A vitória de Javier Milei na Argentina e uma possível vitória de Donald Trump nos Estados Unidos, em 2024, podem dar fôlego ao bolsonarismo e à extrema direita no Brasil. Para o jornalista Cesar Calejon, a maneira como Jair Bolsonaro (PL) foi derrotado por Luiz Inácio Lula da Silva (PT) nas eleições de 2022, abalou os ânimos de seus seguidores, mas não impedirá que alguém assuma seu posto, uma vez que ele está inelegível.

"O bolsonarismo arrefeceu, sem dúvida, porque a derrota nas urnas, em outubro do ano passado, foi um golpe muito duro, de muitas maneiras. Bolsonaro cometeu o maior estelionato eleitoral da história, hoje em dia a gente sabe. Ele não esperava essa derrota e isso, de alguma forma, debilita o próprio bolsonarismo", afirma. 

"Mas o bolsonarismo tem uma ligação muito forte com o trumpismo e – infelizmente eu vou ter que te dizer isso, vai ficar gravado aqui – existe uma chance enorme do trumpismo voltar ao poder nos Estados Unidos no ano que vem, em 2024", comenta Calejon. 

Calejon é o convidado desta semana no BdF Entrevista e, além de uma análise sobre a extrema direita brasileira, o jornalista fala sobre seu novo livro, Esfarrapados – Como o elitismo histórico-cultural moldou as desigualdades sociais no Brasil, que escancara as raízes da desigualdade no país.

O termo "elitismo histórico e cultural", adotado pelo jornalista, aprofunda a análise sobre como as estruturas de poder definem o que acontece na sociedade. "É uma força social, que vigora em absolutamente todos os estratos", explica. 

"E também é verdade que ela organiza um modelo de sociabilidade que concentra cada vez mais recursos na mão de uma minoria cada vez menor. E aí sim se formam as elites e, dialeticamente, uma vez constituídas, essas elites passam a exercer força no sentido de fazer a manutenção e agudizar o próprio elitismo histórico e cultural", comenta Calejon.

Na conversa, o jornalista também fala sobre como "o próprio bolsonarismo é uma das expressões possíveis de como esse modelo de sociabilidade, organizado pelo elitismo histórico e cultural pode se manifestar". 

"Existem várias outras [pessoas que podem assumir o lugar de Bolsonaro], você tem o Tarcísio [de Freitas] (Republicanos), você tem a própria Michelle Bolsonaro (PL), você tem outras figuras que são tão nefastas quanto o Jair Bolsonaro, e que podem assumir esse papel de liderança. Mas que, fundamentalmente, não importa o nome que a gente dê, bolsonarismo ou qualquer outro nome, as premissas elementares que organizam essa filosofia política seguem sendo os mesmos: racismo, misoginia, homofobia, armamentismo, dogma religioso no cerne da organização da vida sociopolítica do país". 

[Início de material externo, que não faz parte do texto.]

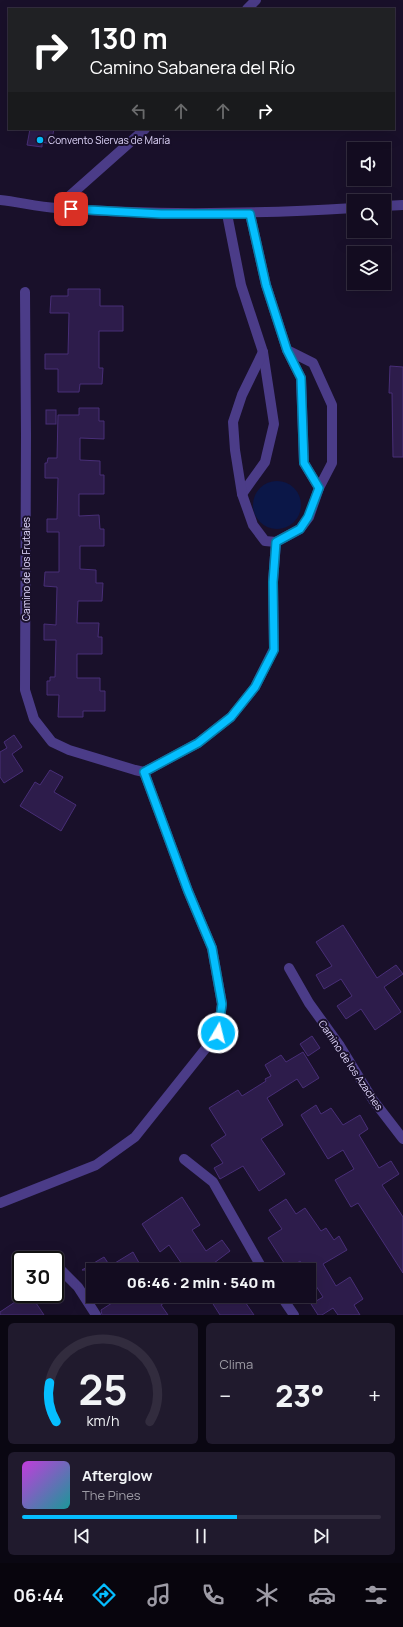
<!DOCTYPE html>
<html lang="es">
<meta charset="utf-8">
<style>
body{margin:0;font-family:Manrope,sans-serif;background:#201a2d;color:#f1f3f6;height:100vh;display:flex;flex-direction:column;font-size:15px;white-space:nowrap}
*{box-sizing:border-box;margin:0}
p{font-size:13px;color:#9d9ba5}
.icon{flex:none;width:22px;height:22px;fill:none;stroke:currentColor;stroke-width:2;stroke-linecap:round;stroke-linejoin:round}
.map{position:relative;height:1315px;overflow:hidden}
.side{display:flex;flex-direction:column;gap:8px;padding:8px;background:#0a0712;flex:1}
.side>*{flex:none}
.guide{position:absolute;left:8px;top:8px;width:387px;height:122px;border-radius:0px;box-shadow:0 4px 16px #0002,0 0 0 1px #322c3e;background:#202124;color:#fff;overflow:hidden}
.controls{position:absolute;left:347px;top:142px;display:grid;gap:8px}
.controls a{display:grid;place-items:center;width:44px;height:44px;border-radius:0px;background:#130c20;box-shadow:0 4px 16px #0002,0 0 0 1px #322c3e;font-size:20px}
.speed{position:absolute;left:12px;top:1251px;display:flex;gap:8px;font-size:20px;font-weight:700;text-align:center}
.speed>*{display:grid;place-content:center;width:52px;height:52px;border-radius:50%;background:#130c20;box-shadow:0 4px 16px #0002,0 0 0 1px #322c3e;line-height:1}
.speed .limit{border:2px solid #111;border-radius:6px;background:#fff;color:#111}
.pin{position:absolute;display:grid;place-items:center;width:34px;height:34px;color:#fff;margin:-17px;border-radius:8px;box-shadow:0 2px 6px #0006}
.me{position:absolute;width:44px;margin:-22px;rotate:8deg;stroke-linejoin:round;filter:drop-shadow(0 0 3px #0008)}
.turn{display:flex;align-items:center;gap:14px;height:84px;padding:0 16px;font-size:18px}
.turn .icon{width:52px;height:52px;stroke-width:2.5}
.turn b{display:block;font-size:28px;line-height:34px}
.lanes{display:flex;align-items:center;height:38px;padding:0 16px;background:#0003;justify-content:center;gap:20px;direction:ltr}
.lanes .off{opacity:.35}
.big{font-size:30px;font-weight:800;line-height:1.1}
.side .tile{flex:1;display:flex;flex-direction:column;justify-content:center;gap:6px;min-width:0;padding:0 14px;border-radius:6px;background:#201a2d}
.side .dial{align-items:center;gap:0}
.dial svg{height:104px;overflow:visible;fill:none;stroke:#322c3e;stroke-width:7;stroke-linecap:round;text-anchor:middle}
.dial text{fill:#f1f3f6;stroke:none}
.song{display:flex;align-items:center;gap:12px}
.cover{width:48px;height:48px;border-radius:6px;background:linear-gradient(135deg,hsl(290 70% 55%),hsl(180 70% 35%))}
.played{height:4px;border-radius:2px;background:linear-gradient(90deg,#05beff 60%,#322c3e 60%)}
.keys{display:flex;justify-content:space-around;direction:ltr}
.heat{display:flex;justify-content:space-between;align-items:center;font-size:22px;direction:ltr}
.side .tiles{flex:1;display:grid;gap:8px;grid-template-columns:1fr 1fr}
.tile:last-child{grid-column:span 2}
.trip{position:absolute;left:86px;top:1263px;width:230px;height:40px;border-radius:0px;background:#130c20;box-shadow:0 4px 16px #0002,0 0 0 1px #322c3e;font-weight:800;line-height:40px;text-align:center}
.tabs{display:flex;height:64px;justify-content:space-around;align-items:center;background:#08050d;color:#9d9ba5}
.tabs .icon{width:28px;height:28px}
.tabs .selected{color:#05beff}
.tabs b{font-size:18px;color:#f1f3f6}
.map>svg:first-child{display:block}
.water{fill:#0b1748}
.building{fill:#2d1c4b;stroke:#482e77}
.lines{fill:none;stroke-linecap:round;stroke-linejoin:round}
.minor{stroke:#4b3c88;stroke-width:10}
.tertiary{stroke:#4b3c88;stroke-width:10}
.route-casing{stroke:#037ca6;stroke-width:10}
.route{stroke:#05beff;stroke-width:7}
.poi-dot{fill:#05beff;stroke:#19102a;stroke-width:1.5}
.labels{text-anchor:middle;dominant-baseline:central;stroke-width:4;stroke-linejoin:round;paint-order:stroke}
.poi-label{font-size:10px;fill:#e3d9ff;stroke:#19102a;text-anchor:start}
.street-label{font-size:10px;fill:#e3d9ff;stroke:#19102a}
</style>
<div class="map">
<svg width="403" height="1315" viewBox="0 0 403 1315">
<rect width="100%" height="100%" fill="#19102a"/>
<circle class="water" cx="277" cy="505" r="24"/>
<g class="building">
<path d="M30,129H54L51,144L42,142V147L27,145Z"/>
<path d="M68,289H100V306H123V331H99V368H103L102,384H80L79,392H58V369H45V354H68L69,313H50L51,296H68Z"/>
<path d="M390,366L403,367V457H393L392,393H389Z"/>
<path d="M79,408H99V421H104V439L80,438V460L100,461V475H104V494H79V516L99,515L100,529H104V546H80V569L96,570V583H103L102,601H78L77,623H99L98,637H102V654H77V678H100V691H105V711H83V717H58L59,695H47V681H50V677H55L56,640H44V624L56,625L57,587L44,586L45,572H59V532H47V519H57L58,478H45V463H47L48,458H57L58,415H79Z"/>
<rect x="46" y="410" width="10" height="14"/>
<path d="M14,735L22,747L12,754L23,771L4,783L0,777V752L7,748L4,742Z"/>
<path d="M50,770L63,777L54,792L76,805L61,831L20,806L35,782L40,785Z"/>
<path d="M343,925L377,978L396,965L403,974L384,987L401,1012L375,1030L361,1009L346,1019L337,1006L352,996L341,979L324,989L316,975L332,966L316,942Z"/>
<path d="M312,1036L320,1048L308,1056L300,1044Z"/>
<path d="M303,1052L319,1078L303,1088L297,1079L267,1098L283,1125L261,1139L285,1174L259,1191L243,1166L220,1179L214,1168L223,1163L211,1145L226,1135L209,1108L238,1090L242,1096L266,1081L265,1079L271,1076L265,1065L281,1055L286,1062Z"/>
<path d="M316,1105L321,1114L331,1108L343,1125L360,1115L368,1129L359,1135L379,1168L391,1161L399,1174L382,1185L403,1217V1273L358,1203L351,1207L335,1180L354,1169L343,1150L328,1159L301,1115Z"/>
<path d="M182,1197L200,1225L192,1230L206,1251L222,1240L230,1251L214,1263L219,1270H186L169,1245L160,1252L142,1224Z"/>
<path d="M286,1199L296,1214L305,1208L321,1231L326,1228L334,1240L339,1236L347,1250L323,1264L336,1286L350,1277L363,1299L354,1305L360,1315H338L333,1308L322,1315H318L311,1304L323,1297L309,1275V1270H306L300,1261L288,1269L268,1238L282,1229L269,1210Z"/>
<path d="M133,1252L143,1270H82L104,1257L110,1266Z"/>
<path d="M27,1294H30L44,1315H0V1312Z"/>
<path d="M123,1296H146L149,1300L155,1296H174L161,1305L168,1315H102L101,1310Z"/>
<path d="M208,1296H241L254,1315H220Z"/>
</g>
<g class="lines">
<g class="minor">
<path d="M247,9L256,0"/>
<path d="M56,208L145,129"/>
<path d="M227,214L241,285L263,352L274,424L265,462L242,494"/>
<path d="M250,214L266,285L287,350L313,363L332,405V463L319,488L309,517L300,529L276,542L265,541L253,525L242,494L235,450L233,422L242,395L263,352"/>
<path d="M25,292L26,435L25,690L34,719L52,742L69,750L135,770L144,772"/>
<path d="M287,350L301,378L304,463L319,488"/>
<path d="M144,772L198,743L231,717L255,687L274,649L273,582L276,542"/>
<path d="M289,968L309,1003L340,1046L373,1100L403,1139"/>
<path d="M184,1159L213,1182L263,1270"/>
<path d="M0,1203L96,1165L135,1137L218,1033L222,1004L212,948L188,891L144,772"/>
<path d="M55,1264L78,1287L96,1315"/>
<path d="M281,1296L294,1315"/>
</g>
<g class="tertiary">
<path d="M0,200C19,202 38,207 57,208C156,216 255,214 354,208"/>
<path d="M384,206L403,205"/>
</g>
</g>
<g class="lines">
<defs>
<path id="route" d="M71,209L161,214H250L266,285L287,350L301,378L304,463L319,488L308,517L300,529L276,542L273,582L274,650L255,687L231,717L198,743L144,772L188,891L212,948L222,1004L218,1033"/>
</defs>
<use href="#route" class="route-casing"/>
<use href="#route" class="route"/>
</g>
<circle class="poi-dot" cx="40" cy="140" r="4"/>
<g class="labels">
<g class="poi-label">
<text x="48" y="140">Convento Siervas de María</text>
</g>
<g class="street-label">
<text transform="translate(26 569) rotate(-90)">Camino de los Frutales</text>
<text transform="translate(351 1065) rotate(56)">Camino de los Azaches</text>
</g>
</g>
</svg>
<div class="controls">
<a><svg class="icon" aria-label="sound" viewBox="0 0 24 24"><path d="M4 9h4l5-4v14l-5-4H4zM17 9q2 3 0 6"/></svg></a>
<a><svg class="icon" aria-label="search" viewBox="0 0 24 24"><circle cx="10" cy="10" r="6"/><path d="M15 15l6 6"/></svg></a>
<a><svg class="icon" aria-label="layers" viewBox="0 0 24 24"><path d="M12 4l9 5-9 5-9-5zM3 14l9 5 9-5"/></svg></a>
</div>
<div class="speed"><div class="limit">30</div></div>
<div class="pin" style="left:71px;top:209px;background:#d93025"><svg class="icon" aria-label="arrive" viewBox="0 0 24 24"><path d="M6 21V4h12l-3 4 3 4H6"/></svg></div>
<svg class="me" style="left:218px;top:1033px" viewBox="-20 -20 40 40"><circle r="17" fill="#05beff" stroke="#fff" stroke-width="3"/><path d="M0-11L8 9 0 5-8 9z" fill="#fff"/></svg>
<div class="trip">06:46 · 2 min · 540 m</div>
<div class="guide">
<div class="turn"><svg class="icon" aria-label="right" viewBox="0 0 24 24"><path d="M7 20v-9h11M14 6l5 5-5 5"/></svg><div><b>130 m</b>Camino Sabanera del Río</div></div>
<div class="lanes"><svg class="icon off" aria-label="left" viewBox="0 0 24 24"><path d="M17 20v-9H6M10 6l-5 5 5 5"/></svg><svg class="icon off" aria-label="ahead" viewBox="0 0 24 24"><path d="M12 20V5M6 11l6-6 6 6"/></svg><svg class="icon off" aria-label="ahead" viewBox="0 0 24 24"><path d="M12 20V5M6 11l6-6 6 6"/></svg><svg class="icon" aria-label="right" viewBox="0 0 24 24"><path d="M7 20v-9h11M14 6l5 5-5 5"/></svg></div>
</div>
</div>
<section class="side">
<div class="tiles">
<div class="tile dial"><svg viewBox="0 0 100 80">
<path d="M14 69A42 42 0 1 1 86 69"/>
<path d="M14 69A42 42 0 0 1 9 39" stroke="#05beff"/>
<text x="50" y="56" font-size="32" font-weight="700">25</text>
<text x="50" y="72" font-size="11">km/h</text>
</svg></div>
<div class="tile"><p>Clima</p>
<div class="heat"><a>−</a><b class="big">23°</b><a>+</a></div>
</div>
<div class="tile">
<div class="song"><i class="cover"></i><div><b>Afterglow</b><p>The Pines</p></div></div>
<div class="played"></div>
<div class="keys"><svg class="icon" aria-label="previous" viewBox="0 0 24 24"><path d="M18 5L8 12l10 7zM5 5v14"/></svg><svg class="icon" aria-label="pause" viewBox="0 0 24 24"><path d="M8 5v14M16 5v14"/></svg><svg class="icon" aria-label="next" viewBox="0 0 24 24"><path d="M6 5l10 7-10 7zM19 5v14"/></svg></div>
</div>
</div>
</section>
<nav class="tabs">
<b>06:44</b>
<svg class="icon selected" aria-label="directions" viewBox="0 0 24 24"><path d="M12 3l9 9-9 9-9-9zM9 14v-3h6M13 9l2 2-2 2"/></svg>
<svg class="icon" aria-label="music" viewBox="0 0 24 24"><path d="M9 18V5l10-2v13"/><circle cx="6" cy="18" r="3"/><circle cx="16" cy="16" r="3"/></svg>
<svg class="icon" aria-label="phone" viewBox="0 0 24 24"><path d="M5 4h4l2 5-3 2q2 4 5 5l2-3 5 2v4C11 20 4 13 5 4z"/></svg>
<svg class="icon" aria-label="climate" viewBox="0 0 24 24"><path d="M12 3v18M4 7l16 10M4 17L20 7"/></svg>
<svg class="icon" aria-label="car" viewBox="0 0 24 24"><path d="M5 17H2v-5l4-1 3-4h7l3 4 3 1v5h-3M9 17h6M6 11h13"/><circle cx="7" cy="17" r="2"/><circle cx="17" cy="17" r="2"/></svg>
<svg class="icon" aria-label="filters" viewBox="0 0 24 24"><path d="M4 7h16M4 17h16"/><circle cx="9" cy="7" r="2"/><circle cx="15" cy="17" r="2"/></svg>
</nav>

Confira a entrevista na íntegra:

Brasil de Fato: Você lançou neste ano o livro Esfarrapados para tentar desvendar as raízes da elite brasileira e de como ela adentra as entranhas da sociedade. Para nortear o livro, você utiliza o termo "elitismo histórico e cultural". Como é que esse termo surgiu na tua pesquisa e por quê? 

Cesar Calejon: O que eu chamo de elitismo histórico e cultural surge de uma dimensão bastante empírica, de observação, de como a sociedade brasileira e ocidental, para todos os efeitos, a meu ver, funciona. O que eu quero dizer quando eu trago a questão do elitismo histórico e cultural, e eu argumento isso no livro? A minha questão aqui não é fazer um debate nominalista ou cunhar um determinado tema para todos os efeitos. 

O que eu argumento no Esfarrapados é que um conceito, como eu sinto, tem valor na medida em que ele atenda duas características centrais: primeiro, que ele seja capaz de refletir a materialidade factual de como a sociedade está organizada; e segundo, que ele ofereça uma carga reflexiva que seja capaz de, de alguma forma, trazer elementos que sejam capazes de promover a reflexão, promover algum tipo de auxílio para que essa realidade seja refletida, seja repensada. 

O que eu quero dizer quando eu falo elitismo histórico e cultural? É uma força social que organiza os arranjos da sociedade, com base em categorias de distinção, de forma a criar uma espécie de gramática da desigualdade e, por fim, uma hierarquia moral que rege o funcionamento político, social e econômico da nação. É óbvio que, no caso aqui, a gente está falando do contexto brasileiro, mas a gente poderia utilizar essa categoria para se refletir acerca de como é que se organiza a sociedade internacional, por exemplo. 

Essa é a definição teórica, mais acadêmica do termo. Mas é muito fácil perceber no cotidiano da nossa vida como o elitismo histórico e cultural organiza os arranjos sociais brasileiros e da própria sociedade internacional. Existem expressões cotidianas que conformam a maneira como o elitismo histórico e cultural atua. A principal delas segue sendo a raça, a principal categoria utilizada para fazer para organizar essa gramática da desigualdade e para organizar essa hierarquia moral, segue sendo a raça. 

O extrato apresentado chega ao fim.